A startled woman swung open the door. Before she could say anything, Harry pushed past her.

“How do you get to the basement?” he asked.

“What is this?”

“The basement. Something’s burning.”

“There!”

He was, it turned out, standing by the door that led downstairs. He opened it and was down the steps in seconds, finding himself

in a finished rec room, wood paneling on the walls, a pool table, a TV set, and a couch. At the far end of the room, near

the slightly opened window, was a child sitting cross-legged on the floor.

He stopped short, quickly assessing that there was no fire.

A little girl was sitting within a large oval of toy train track, and whizzing around her at high speed was a steam engine

pulling three cars. Whiffs of smoke were puffing continuously from the locomotive’s chimney, much of it drifting upward and

out the window. In the girl’s hands was a small plastic bottle, about the size of a container of nasal spray. On the side

were the words toy train smoke fluid .

Harry recognized her as the child who’d been at an upstairs window when Delbert Dorfman was smoking himself to death. She stared straight ahead, rocking her body slowly frontward and backward. She was oblivious to Harry’s arrival.

The woman came up behind him. “There’s no fire,” she told him.

He turned slowly. “I’m sorry. I saw smoke outside.”

The woman rolled her eyes at him. “It’s just pretend. It’s some special stuff that goes into the engine. It’s not toxic or

anything. I checked. Allison loves it when the train puffs out the smoke. She finds it calming.”

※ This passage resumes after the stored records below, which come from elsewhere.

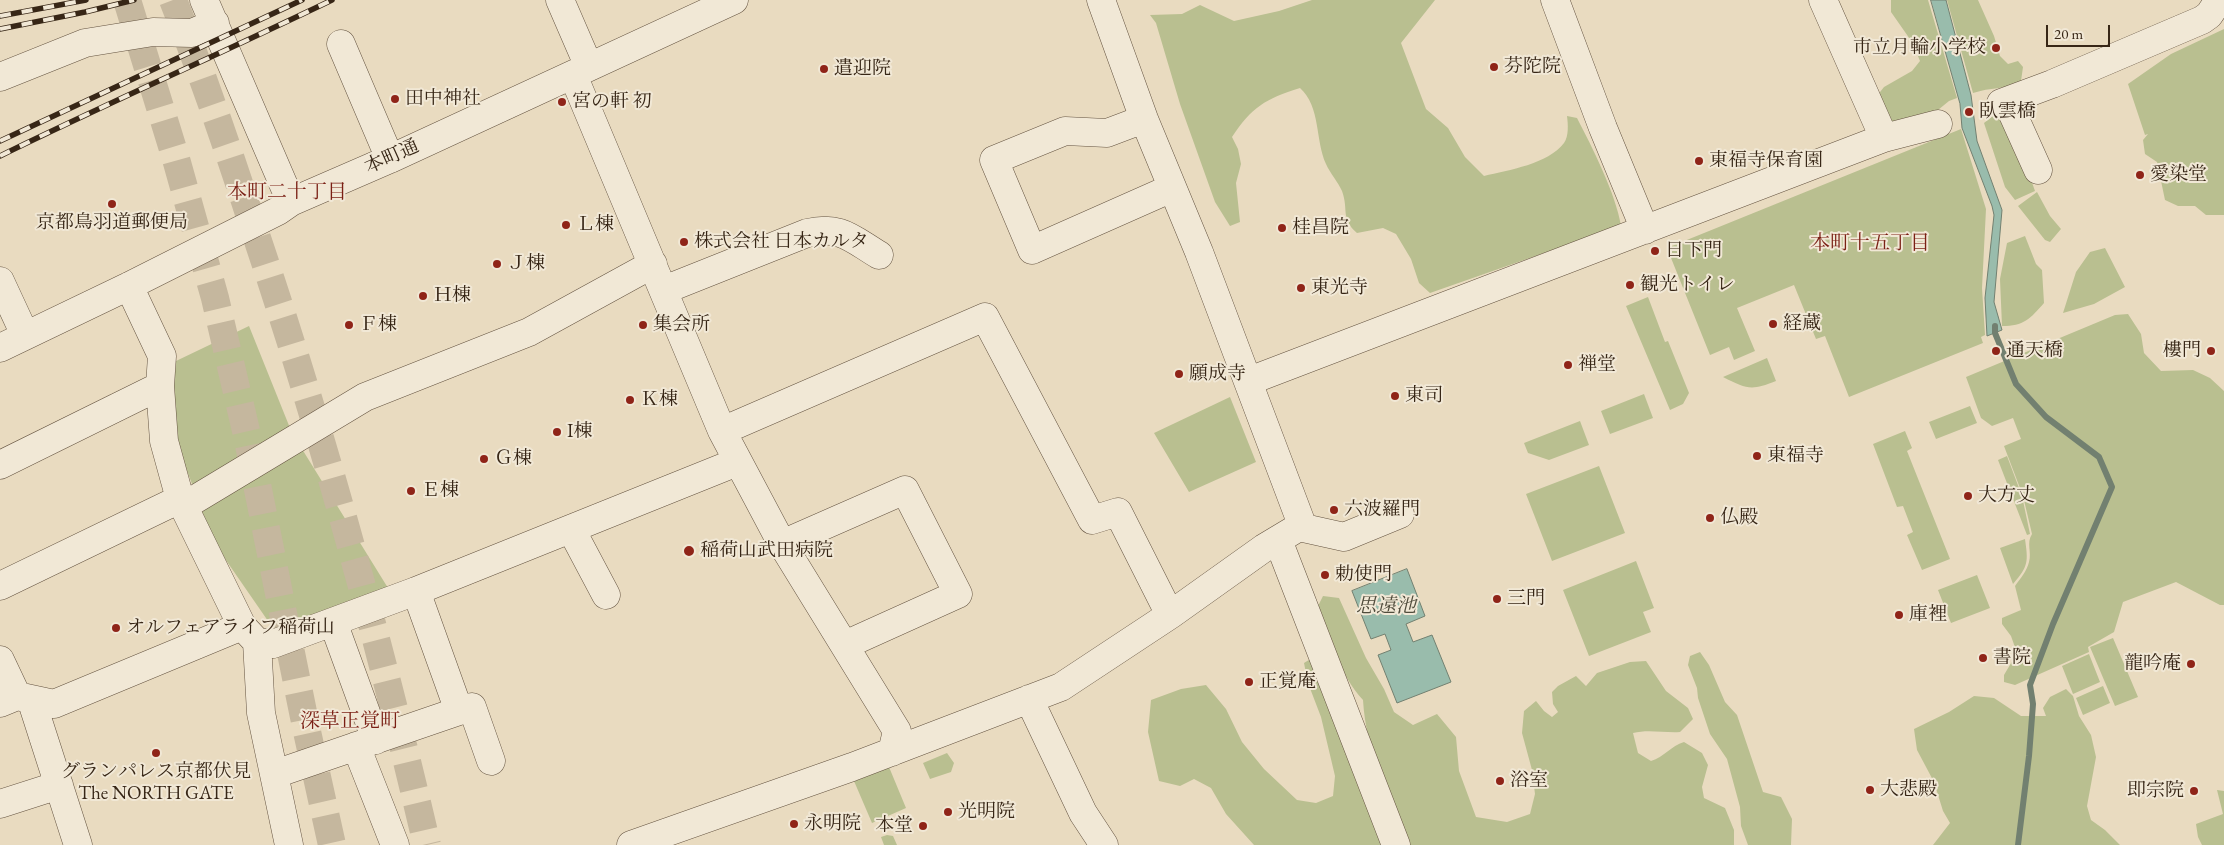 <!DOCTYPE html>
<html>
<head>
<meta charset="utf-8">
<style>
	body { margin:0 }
	#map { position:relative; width:2224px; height:845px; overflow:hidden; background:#e9dbc0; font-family:"EB Garamond",serif }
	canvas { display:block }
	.scale { position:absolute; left:2046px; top:25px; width:64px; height:22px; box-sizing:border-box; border:2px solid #372616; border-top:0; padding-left:6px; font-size:15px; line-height:18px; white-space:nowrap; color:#372616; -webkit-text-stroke:4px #f1e8d6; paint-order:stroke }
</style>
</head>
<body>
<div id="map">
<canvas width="2224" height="845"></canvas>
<div class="scale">20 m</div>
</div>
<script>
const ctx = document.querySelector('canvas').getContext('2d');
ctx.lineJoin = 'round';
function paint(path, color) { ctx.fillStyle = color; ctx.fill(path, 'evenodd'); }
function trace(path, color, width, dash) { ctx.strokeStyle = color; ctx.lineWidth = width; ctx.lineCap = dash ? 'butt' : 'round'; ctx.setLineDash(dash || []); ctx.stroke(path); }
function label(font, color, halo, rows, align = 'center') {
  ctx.font = font + ' "EB Garamond","Noto Serif JP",serif'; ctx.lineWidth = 4; ctx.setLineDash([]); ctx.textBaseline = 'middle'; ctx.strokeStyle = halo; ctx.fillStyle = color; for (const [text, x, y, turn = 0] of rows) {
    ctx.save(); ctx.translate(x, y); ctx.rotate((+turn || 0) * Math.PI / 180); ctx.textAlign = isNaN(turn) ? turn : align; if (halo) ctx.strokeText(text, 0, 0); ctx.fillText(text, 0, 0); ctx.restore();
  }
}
const green = new Path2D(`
	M1312,0H1435L1401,43L1426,109L1448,128L1465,157L1484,176C1509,170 1548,164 1564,143C1569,136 1568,124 1567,116L1577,118C1592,147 1616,194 1621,226L1430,293L1419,283L1411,259L1396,234L1383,228L1357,233C1340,218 1349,210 1342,191C1338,182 1330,173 1326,164C1315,140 1321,107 1300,88C1265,99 1252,107 1232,137L1238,149L1241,164L1236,183L1240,222L1230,226L1215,202L1180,104L1156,23L1150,15L1182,14L1200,5L1234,21L1279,11Z
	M1891,0H1928L1957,98L1949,101L1927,119L1887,129L1873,101L1884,87L1912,71L1920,61L1912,42L1891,12Z
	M1947,0H1978L1994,36L2000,56L2008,64L2018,61L2023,67L2021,81C2004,90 1991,87 1973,93Z
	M2224,29V215H2206L2195,206H2178L2165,200L2157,162L2145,154L2143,140L2148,134L2145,135L2128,84L2171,54Z
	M1993,116L2002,119L2025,163L2035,191L2015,200L2005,187L1984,123Z
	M1961,129L1986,209L1982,288L1985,335L1981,337L1983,343L1849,397L1825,336L1816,339L1794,285L1737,308L1755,351L1734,360L1729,347L1710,355L1667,248Z
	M2037,192L2050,216L2061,229L2050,242L2045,240L2018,206Z
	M2025,236L2036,264L2042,270L2044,303C2030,319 2024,326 2002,326L2000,279L2007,243Z
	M2105,248L2125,287L2094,304L2063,313L2076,272L2090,252Z
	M1648,297L1665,342L1668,341L1689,393L1683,404L1670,410L1626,306Z
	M2128,314L2141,334L2144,353L2161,371L2193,370L2210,378L2224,391V605H2220L2176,582L2123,602L2114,632L2088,647L2089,652L2015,685L2004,682V675L2017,653L2011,636L2002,624V618L2021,610L2015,586C2020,579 2027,571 2029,562C2032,552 2026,543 2032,534L2023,496L2004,446L2021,439L2013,418L1992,426L1981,418L1966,377L2115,315Z
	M249,326L290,428L194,489L170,427L176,361Z
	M1767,358L1776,381C1751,391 1747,389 1723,377Z
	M1644,394L1653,418L1610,434L1601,411Z
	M1230,397L1256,462L1189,492L1154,433Z
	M1970,406L1977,423L1936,439L1929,422Z
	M1580,421L1589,445L1549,460L1528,453L1524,443Z
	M1905,431L1912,448L1907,451L1950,559L1922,570L1907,535L1913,532L1903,506L1897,507L1873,444Z
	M302,449L388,588L277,634L212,540L200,512Z
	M2007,456L2022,496L2030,534L2027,535L1998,460Z
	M1599,466L1625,533L1552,561L1526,494Z
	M2025,539C2028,561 2029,566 2013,584L2000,548Z
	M1636,561L1654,608L1643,612L1651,632L1589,656L1563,590Z
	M1977,575L1990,608L1951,623L1938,590Z
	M1323,596L1339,598L1366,658L1384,689L1394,712L1413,725L1437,714L1456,737L1459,771L1476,817L1507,822L1530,814L1535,794L1532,770L1522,733L1524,711L1536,701L1544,711L1552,717L1558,712L1553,704L1552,692L1558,686L1576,676L1586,686L1597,673L1630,662L1646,661L1666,691L1688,708L1693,719L1680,732C1664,733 1648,729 1633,733L1638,753L1651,761C1664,757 1671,746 1684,742L1702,753L1708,765L1702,787L1704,798L1725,808L1734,830V845H1406C1388,798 1366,751 1363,700C1340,675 1330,640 1317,608Z
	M2113,638L2138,697L2115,706L2090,647Z
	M1700,652L1709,665L1725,702L1737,715L1763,792L1781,797L1792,819L1791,845H1748L1741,826L1740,807L1727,759L1710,734L1698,698L1697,688L1688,665L1690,656Z
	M2089,654L2100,682L2073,694L2062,666Z
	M1312,658L1390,845H1254L1226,814L1211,788L1194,779L1180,786L1159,781L1148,732L1151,700L1181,689L1206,685L1226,709L1242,742L1264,769L1297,800L1316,803L1333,796L1335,776L1321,717L1308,683L1304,663Z
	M2103,686L2110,703L2083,715L2076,698Z
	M2066,689L2073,696L2079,716L2091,735L2096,757L2087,806L2091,820L2105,830L2120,845H1933L1950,823L1943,811L1934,782L1917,750L1914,729L1949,712L1974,696L1994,698L2021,716H2046L2043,708L2050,697Z
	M947,753L954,763L951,772L930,779L923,763Z
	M889,767L906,808L872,823L854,781Z
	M2217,790L2224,791V845H2202L2198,837L2196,824L2223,814Z
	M887,835L893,836L897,845H884L881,837Z`);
const water = new Path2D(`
	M1931,0H1946L1971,95L1977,141L2002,210L1994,302L2002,330L1987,336L1985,298L1994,215L1992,206L1962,128L1960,104Z
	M1407,569L1425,616L1406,624L1413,642L1432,635L1451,682L1397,703L1378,655L1391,650L1385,634L1371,639L1352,591Z`);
const stream = new Path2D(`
	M1995,326V333L2016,384L2046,417L2099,457L2112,487L2053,624L2030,685L2033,704L2029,756L2018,845`);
const highwayTunnel = new Path2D(`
	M127,0L176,159L215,298L247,435L306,727L332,845
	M173,0C204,78 231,158 257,238C324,438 379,640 427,845`);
const minor = new Path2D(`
	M204,0L291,202
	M560,0L589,67
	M1555,0L1603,128L1645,230
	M1823,0L1884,138
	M341,44L390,159
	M573,75L722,431L782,544L897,731L892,752
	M0,77L85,43L153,32L192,33L215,23
	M2007,101L2038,170
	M2001,103L2052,84L2202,20L2209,15L2219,0
	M1144,119L1107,133L1065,131L994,160L1032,250L1172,188
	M0,281L25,335
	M129,286L162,356L160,386L164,441L180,499L242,626L257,642L261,713L289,845
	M664,290L807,233C841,225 852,239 879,255
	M0,348L129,286L278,211L291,202L390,159L734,0
	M1249,381L1884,138L1938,124
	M722,431L985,317L1092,520L1118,512L1170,615
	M0,465L160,386
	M184,506L365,397L529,332L653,264
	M1299,527L1344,537L1400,514
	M571,529L606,595
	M1278,540L1396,845
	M782,544L905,490L958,594L845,645
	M0,586L180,499
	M333,622L376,740
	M257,642L273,644L416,591L737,462
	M0,660L17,696
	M31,699L78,845
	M1029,699L1083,813L1104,845
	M0,703L17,696L54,704L242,626
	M459,711L472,707L491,761
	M356,746L395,845
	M275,774L459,711L416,591
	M0,804L59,785
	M631,845L852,767L1061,687L1170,615L1264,548L1299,527L1301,522L1199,252L1144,119L1101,0`);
const rail = new Path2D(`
	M0,16L86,0
	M0,29L85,12L134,0
	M0,141L302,0
	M0,156C110,102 222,53 332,0`);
const markers = [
	[1996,48,5,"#8f2418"],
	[1494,67,5,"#8f2418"],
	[824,69,5,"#8f2418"],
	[395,99,5,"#8f2418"],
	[562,102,5,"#8f2418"],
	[1969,112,5,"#8f2418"],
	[1699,161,5,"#8f2418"],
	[2140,175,5,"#8f2418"],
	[112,204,5,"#8f2418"],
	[566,225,5,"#8f2418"],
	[1282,228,5,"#8f2418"],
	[684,242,5,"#8f2418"],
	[1655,251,5,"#8f2418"],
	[497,264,5,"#8f2418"],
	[1630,285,5,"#8f2418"],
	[1301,288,5,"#8f2418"],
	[423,296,5,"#8f2418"],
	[1773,324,5,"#8f2418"],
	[349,325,5,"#8f2418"],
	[643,325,5,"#8f2418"],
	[1996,351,5,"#8f2418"],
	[2211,351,5,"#8f2418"],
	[1568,365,5,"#8f2418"],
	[1179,374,5,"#8f2418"],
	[1395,396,5,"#8f2418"],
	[630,400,5,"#8f2418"],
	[557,432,5,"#8f2418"],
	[1757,456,5,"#8f2418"],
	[484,459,5,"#8f2418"],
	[411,491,5,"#8f2418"],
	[1968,496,5,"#8f2418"],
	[1334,510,5,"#8f2418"],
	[1710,518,5,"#8f2418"],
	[689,551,6,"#8f2418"],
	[1325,575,5,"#8f2418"],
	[1497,599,5,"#8f2418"],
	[1899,615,5,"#8f2418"],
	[116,628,5,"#8f2418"],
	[1983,658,5,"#8f2418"],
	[2191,664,5,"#8f2418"],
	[1249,682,5,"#8f2418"],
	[156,753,5,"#8f2418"],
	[1500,781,5,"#8f2418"],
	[1870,790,5,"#8f2418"],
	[2194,791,5,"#8f2418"],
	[948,812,5,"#8f2418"],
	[794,824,5,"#8f2418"],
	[923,826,5,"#8f2418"]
];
const poiNames = [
	["市立月輪小学校",1986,48,"right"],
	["芬陀院",1504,67],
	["遣迎院",834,69],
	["田中神社",405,99],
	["宮の軒 初",572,102],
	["臥雲橋",1979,112],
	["東福寺保育園",1709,161],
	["愛染堂",2150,175],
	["京都鳥羽道郵便局",112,223,"center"],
	["Ｌ棟",576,225],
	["桂昌院",1292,228],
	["株式会社 日本カルタ",694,242],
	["日下門",1665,251],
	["Ｊ棟",507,264],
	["観光トイレ",1640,285],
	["東光寺",1311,288],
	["Ｈ棟",433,296],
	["経蔵",1783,324],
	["Ｆ棟",359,325],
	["集会所",653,325],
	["通天橋",2006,351],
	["樓門",2201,351,"right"],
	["禅堂",1578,365],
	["願成寺",1189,374],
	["東司",1405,396],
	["Ｋ棟",640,400],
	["Ⅰ棟",567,432],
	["東福寺",1767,456],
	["Ｇ棟",494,459],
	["Ｅ棟",421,491],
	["大方丈",1978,496],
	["六波羅門",1344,510],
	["仏殿",1720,518],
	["稲荷山武田病院",700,551],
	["勅使門",1335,575],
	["三門",1507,599],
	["庫裡",1909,615],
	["オルフェアライフ稲荷山",126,628],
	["書院",1993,658],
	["龍吟庵",2181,664,"right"],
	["正覚庵",1259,682],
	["グランパレス京都伏見",156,772,"center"],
	["The NORTH GATE",156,794,"center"],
	["浴室",1510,781],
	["大悲殿",1880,790],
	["即宗院",2184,791,"right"],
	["光明院",958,812],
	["永明院",804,824],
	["本堂",913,826,"right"]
];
const streetNames = [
	["本町通",392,157,-24]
];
const neighbourhoodNames = [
	["本町二十丁目",287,193],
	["本町十五丁目",1870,244],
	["深草正覚町",350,722]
];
const waterNames = [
	["思遠池",1386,607]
];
paint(green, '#b9bf90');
paint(water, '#99bcac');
trace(water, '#728070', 1);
trace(stream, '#728070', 6);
trace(highwayTunnel, '#c5b79e', 28, [28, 14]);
trace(minor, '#645340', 29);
trace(minor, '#f1e8d6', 28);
trace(rail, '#372616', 5.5);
trace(rail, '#f1e8d6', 4, [11]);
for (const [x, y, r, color] of markers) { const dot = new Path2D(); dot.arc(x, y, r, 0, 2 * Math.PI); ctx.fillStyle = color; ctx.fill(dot); trace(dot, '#f1e8d6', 2); }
label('19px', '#372616', '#f1e8d6', poiNames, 'left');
label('19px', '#372616', '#f1e8d6', streetNames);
label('20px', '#7a1f14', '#f1e8d6', neighbourhoodNames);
label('italic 20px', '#504c3c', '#f1e8d6', waterNames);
</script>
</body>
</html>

Harry glanced back at the girl, then said to the mother, “She’s, like, in a trance or something.”

The woman sighed, annoyed. “She has autism. Don’t they teach you police anything?”

Harry sighed. “I’ll let myself out.”

As he moved past the woman, he stopped and asked, “When did you get those trains for her?”

“A week ago,” the woman said. “That new shop in town.”

“He seems to be doing a bang-up business,” Harry said.